*Task details*: Which lines of the records below contain the string "scale"? Report each of them.

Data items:
· · · · ·
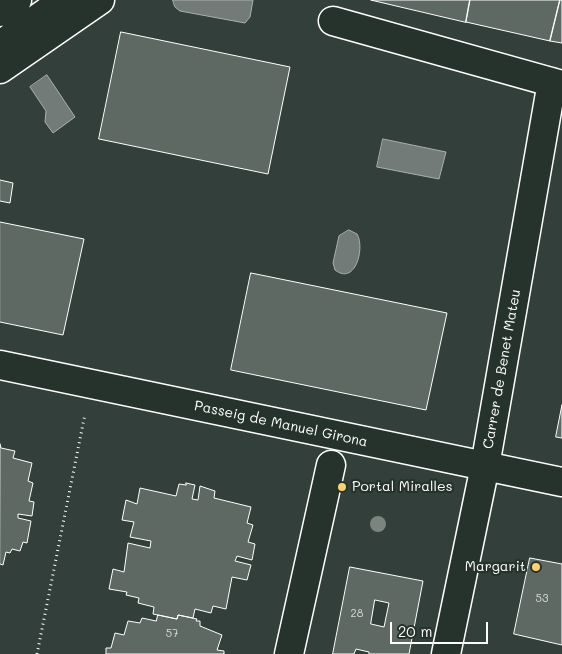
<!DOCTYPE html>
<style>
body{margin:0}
#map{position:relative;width:562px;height:654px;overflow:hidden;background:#333f3a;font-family:Mali,sans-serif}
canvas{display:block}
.scale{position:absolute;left:390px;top:622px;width:98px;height:22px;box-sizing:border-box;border:2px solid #fff;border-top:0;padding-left:6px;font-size:15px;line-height:18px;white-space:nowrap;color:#fff;-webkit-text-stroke:4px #26332d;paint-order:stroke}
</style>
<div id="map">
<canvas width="562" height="654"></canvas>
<div class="scale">20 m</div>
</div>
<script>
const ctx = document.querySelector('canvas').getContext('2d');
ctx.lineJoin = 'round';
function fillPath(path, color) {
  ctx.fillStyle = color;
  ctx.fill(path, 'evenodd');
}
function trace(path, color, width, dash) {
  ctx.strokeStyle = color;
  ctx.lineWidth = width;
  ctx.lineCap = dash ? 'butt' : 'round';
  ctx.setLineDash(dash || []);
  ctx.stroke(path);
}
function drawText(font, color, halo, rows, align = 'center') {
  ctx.font = font + ' Mali,sans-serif';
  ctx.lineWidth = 4.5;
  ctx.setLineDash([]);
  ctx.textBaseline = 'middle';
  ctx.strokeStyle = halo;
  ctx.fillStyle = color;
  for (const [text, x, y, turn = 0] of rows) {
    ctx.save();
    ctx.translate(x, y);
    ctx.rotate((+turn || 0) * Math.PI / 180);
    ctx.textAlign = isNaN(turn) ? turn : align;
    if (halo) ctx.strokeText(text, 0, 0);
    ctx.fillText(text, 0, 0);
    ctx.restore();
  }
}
const water = new Path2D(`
 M173,0H253L250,17L245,23L180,11L175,7Z
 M47,75L75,117L53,133L45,122L46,111L30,87Z
 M383,139L446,152L439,179L377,167Z
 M349,230L357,234C365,247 356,286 335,270L333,263L339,236Z`);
const building = new Path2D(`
 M371,0H470L466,22Z
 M470,0H560L550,41L466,22Z
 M560,0H562V43L550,41Z
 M121,32L290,67L268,174L99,139Z
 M0,180L13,183L10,203L0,201Z
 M0,222L84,239L63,335L0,322Z
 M251,273L447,313L426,410L231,370Z
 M562,405V438L556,437Z
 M0,444L1,448L15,451L13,458L32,463L28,481L33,483L29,501L34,502L32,516L18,514V518L31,521L27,543L23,542L20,551L12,549L10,553L6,552L3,565L0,564Z
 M186,483L195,485L192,499L198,500L200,486L215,491L214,498L251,507L247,523L253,525L248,542L255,544L252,560L237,556L235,561L251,565L247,580L232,577L226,609L213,606L211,613L195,609L193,618L178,615L177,619L153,614L154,607L138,603L139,598L126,595L127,592L109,589L113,569L124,572L128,543L150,548L151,541L130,537L134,522L122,520L126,500L137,504L140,488L176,496L179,484L186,485Z
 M530,558L562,564V645L514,634Z
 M350,567L423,581L409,654H369V652L356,649L354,654H333ZM375,600L389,603L384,627L371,624Z
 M158,615L177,619L178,615L197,619L196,621H200V626L222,635L217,650L224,651V654H106V648H111L115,633L124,635L128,621L140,623L142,618L156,621Z`);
const path = new Path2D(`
 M37,654L85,414`);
const pedestrian = new Path2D(`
 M289,654L331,465`);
const minor = new Path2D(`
 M333,21L562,85
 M446,654L485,466L552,82`);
const tertiary = new Path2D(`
 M0,365L562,482`);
const primary = new Path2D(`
 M0,12L17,0
 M0,45L64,0
 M0,69L100,0`);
const trees = [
 [378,524]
];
const markers = [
 [342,487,5,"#ffd166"],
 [536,567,5,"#ffd166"]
];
const numberNames = [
 ["53",542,599],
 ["28",357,614],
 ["57",172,634]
];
const streetNames = [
 ["Carrer de Benet Mateu",502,369,-80],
 ["Passeig de Manuel Girona",281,424,12]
];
const poiNames = [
 ["Portal Miralles",352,487],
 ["Margarit",526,567,"right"]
];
fillPath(water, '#737b78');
trace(water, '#abb0ae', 1);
fillPath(building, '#5f6964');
trace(building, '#fff', 1);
trace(pedestrian, '#fff', 31);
trace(minor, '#fff', 31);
trace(tertiary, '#fff', 31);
trace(primary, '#fff', 31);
trace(path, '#fff', 3, [1, 4]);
trace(pedestrian, '#26332d', 28);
trace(minor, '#26332d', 28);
trace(tertiary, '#26332d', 28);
trace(primary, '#26332d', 28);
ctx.fillStyle = '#7c8480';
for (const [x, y] of trees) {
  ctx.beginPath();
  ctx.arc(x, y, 8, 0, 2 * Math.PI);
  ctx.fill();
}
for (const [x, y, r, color] of markers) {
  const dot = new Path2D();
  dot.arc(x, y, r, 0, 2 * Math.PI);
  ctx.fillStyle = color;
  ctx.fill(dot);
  trace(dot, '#26332d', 2);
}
drawText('11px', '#d7dad8', null, numberNames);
drawText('14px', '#fff', '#26332d', streetNames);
drawText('14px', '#fff', '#26332d', poiNames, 'left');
</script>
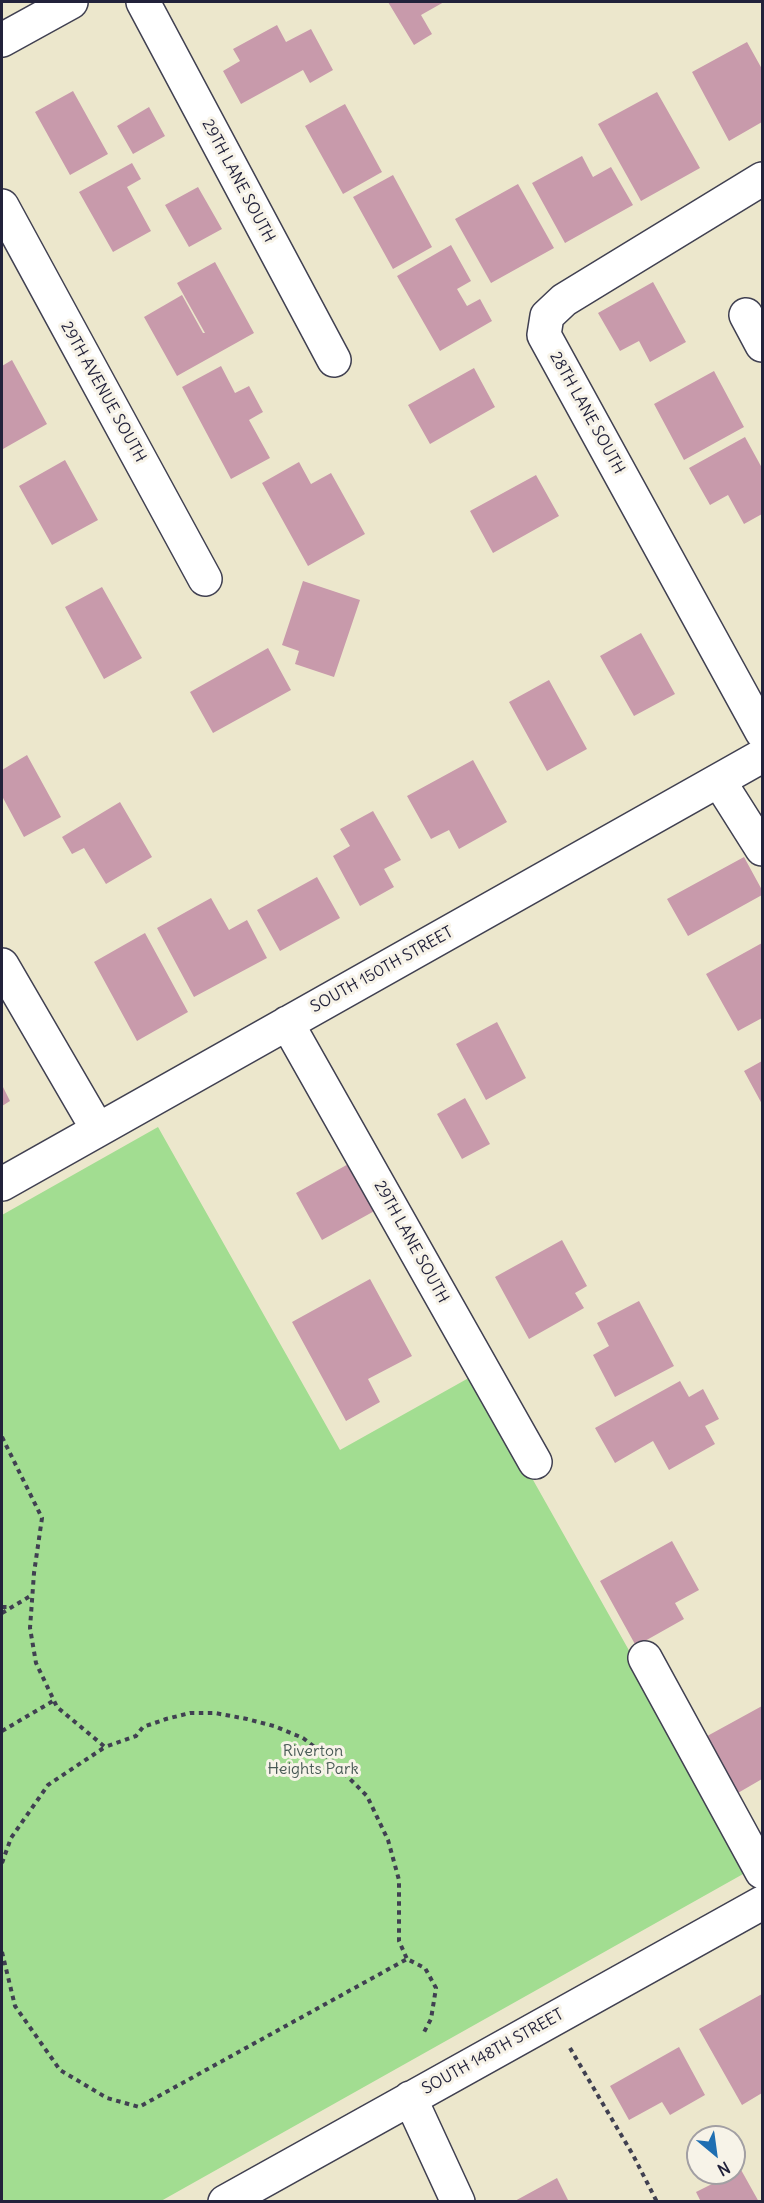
<!DOCTYPE html>
<style>
body{margin:0}
#map{position:relative;width:764px;height:2203px;overflow:hidden;background:#ece7cc;font-family:Delius,sans-serif}
canvas{display:block}
.frame{position:absolute;inset:0;border:3px solid #22223b;pointer-events:none}
.north{position:absolute;left:686px;top:2125px;width:60px;height:60px;box-sizing:border-box;background:#f7f3e8;border:2px solid #a29fa3;border-radius:50%;rotate:151deg;font-size:16px;font-weight:700;line-height:24px;text-align:center;color:#22223b}
.north::after{content:'';display:block;margin:auto;width:21px;height:27px;background:#1f6fb2;clip-path:polygon(50% 0,100% 100%,50% 72%,0 100%)}
</style>
<div id="map">
<canvas width="764" height="2203"></canvas>
<div class="frame"></div>
<div class="north">N</div>
</div>
<script>
const ctx = document.querySelector('canvas').getContext('2d');
ctx.lineJoin = 'round';
function paint(path, color) { ctx.fillStyle = color; ctx.fill(path, 'evenodd'); }
const toPath = rows => new Path2D(rows.map(r => 'M' + r).join(''));
function trace(path, color, width, dash) { ctx.strokeStyle = color; ctx.lineWidth = width; ctx.lineCap = dash ? 'butt' : 'round'; ctx.setLineDash(dash || []); ctx.stroke(path); }
function drawText(font, color, halo, rows, align = 'center') {
  ctx.font = font + ' Delius,sans-serif'; ctx.lineWidth = 6; ctx.setLineDash([]); ctx.textBaseline = 'middle'; ctx.strokeStyle = halo; ctx.fillStyle = color; for (const [text, x, y, turn = 0] of rows) {
    ctx.save(); ctx.translate(x, y); ctx.rotate((+turn || 0) * Math.PI / 180); ctx.textAlign = isNaN(turn) ? turn : align; if (halo) ctx.strokeText(text, 0, 0); ctx.fillText(text, 0, 0); ctx.restore();
  }
}
paint(toPath([
 [158,1127,340,1450,474,1375,752,1869,161,2201,2,2201,2,1215]
]), '#a2dd91');
paint(toPath([
 [388,2,444,2,421,15,432,34,414,45],
 [277,25,286,42,311,29,333,70,310,83,303,70,241,104,223,71,240,61,233,49],
 [747,42,762,69,762,122,729,141,692,72],
 [73,91,108,154,70,175,35,112],
 [657,92,700,168,641,201,598,124],
 [345,104,382,172,343,194,305,126],
 [149,107,165,136,133,154,117,126],
 [582,156,593,177,611,167,633,205,565,243,532,183],
 [132,163,141,179,127,187,151,231,113,252,79,192],
 [393,175,432,247,393,269,353,197],
 [518,184,554,248,491,283,455,219],
 [198,187,222,229,189,247,165,205],
 [451,245,471,281,457,289,467,306,480,299,492,321,440,351,397,276],
 [215,262,254,333,177,376,144,317,182,295,203,333,205,333,177,283],
 [653,282,686,342,650,362,639,341,620,351,598,313],
 [12,360,47,424,3,449,2,446,2,366],
 [221,366,235,393,249,386,263,412,249,420,270,458,231,479,182,387],
 [474,368,495,407,430,444,408,405],
 [714,371,744,427,684,460,654,404],
 [745,437,762,468,762,514,744,524,728,495,710,505,689,468],
 [65,460,98,520,52,545,19,486],
 [299,462,311,484,331,473,365,534,308,566,262,483],
 [536,475,559,516,493,553,470,511],
 [303,581,360,600,334,677,295,664,299,651,282,645],
 [102,587,142,658,104,679,65,607],
 [641,633,675,694,634,716,600,656],
 [268,648,291,690,213,733,190,692],
 [549,680,587,749,547,771,509,702],
 [27,755,61,817,24,837,2,796,2,770],
 [473,760,507,822,459,849,449,830,431,839,407,796],
 [120,802,152,857,106,884,84,848,72,854,62,837],
 [373,811,401,860,384,869,394,887,360,906,333,856,350,846,340,829],
 [744,857,762,890,762,895,688,936,667,899],
 [317,877,340,918,280,951,257,910],
 [211,898,229,930,247,920,267,958,194,997,157,928],
 [145,933,188,1012,137,1041,94,962],
 [762,943,762,1018,738,1031,706,974],
 [497,1022,526,1078,486,1100,456,1044],
 [762,1061,762,1104,744,1071],
 [2,1085,10,1101,2,1106],
 [465,1098,490,1144,462,1159,437,1114],
 [352,1162,378,1209,322,1240,296,1193],
 [562,1240,587,1286,575,1293,584,1308,529,1339,495,1277],
 [370,1279,412,1356,368,1379,380,1402,346,1421,292,1322],
 [639,1301,674,1366,615,1397,593,1355,609,1346,597,1323],
 [680,1381,689,1397,703,1389,719,1419,705,1426,715,1444,669,1470,653,1441,615,1463,595,1428],
 [672,1541,699,1590,675,1603,684,1619,636,1646,600,1581],
 [762,1706,762,1779,731,1797,700,1740],
 [762,1994,762,2093,742,2105,699,2029],
 [679,2047,705,2095,670,2115,662,2102,629,2120,610,2086],
 [740,2168,759,2202,701,2202,696,2192,734,2173],
 [557,2178,569,2202,513,2202]
]), '#c89aab');
const minor = toPath([
 [143,2,334,360],
 [2,40,71,2],
 [762,179,564,300,547,316,544,335,762,732],
 [2,206,205,579],
 [746,315,762,345],
 [719,781,762,849],
 [2,965,98,1130],
 [287,1023,535,1462],
 [2,1184,762,756],
 [645,1658,762,1872],
 [410,2098,458,2202],
 [225,2202,762,1903]
]);
trace(minor, '#404051', 36);
trace(toPath([
 [2,1437,42,1518,34,1573,30,1628,36,1663,57,1707,105,1747,136,1736,143,1727,166,1719,190,1713,215,1713,247,1719,274,1726,303,1738,330,1759,367,1796,388,1840,399,1880,399,1941,407,1959],
 [2,1607,10,1607],
 [2,1613,32,1595],
 [2,1731,53,1701],
 [2,1863,11,1838,48,1785,105,1747],
 [2,1952,15,2006,60,2070,107,2098,139,2107,407,1959,425,1968,436,1988,431,2019,423,2034],
 [570,2048,633,2155,657,2202]
]), '#404051', 4, [4.5, 4.5]);
trace(minor, '#fff', 33);
drawText('16px', '#22223b', '#f7f3e8', [
 ["29TH LANE SOUTH",238,181,62],
 ["29TH AVENUE SOUTH",103,392,61],
 ["28TH LANE SOUTH",587,413,61],
 ["SOUTH 150TH STREET",382,970,-29],
 ["29TH LANE SOUTH",411,1242,61],
 ["SOUTH 148TH STREET",493,2052,-29]
]);
drawText('16px', '#485a55', '#f7f3e8', [
 ["Riverton",313,1751],
 ["Heights Park",313,1769]
]);
</script>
· · · · ·
*Finished task*:
.scale{position:absolute;left:390px;top:622px;width:98px;height:22px;box-sizing:border-box;border:2px solid #fff;border-top:0;padding-left:6px;font-size:15px;line-height:18px;white-space:nowrap;color:#fff;-webkit-text-stroke:4px #26332d;paint-order:stroke}
<div class="scale">20 m</div>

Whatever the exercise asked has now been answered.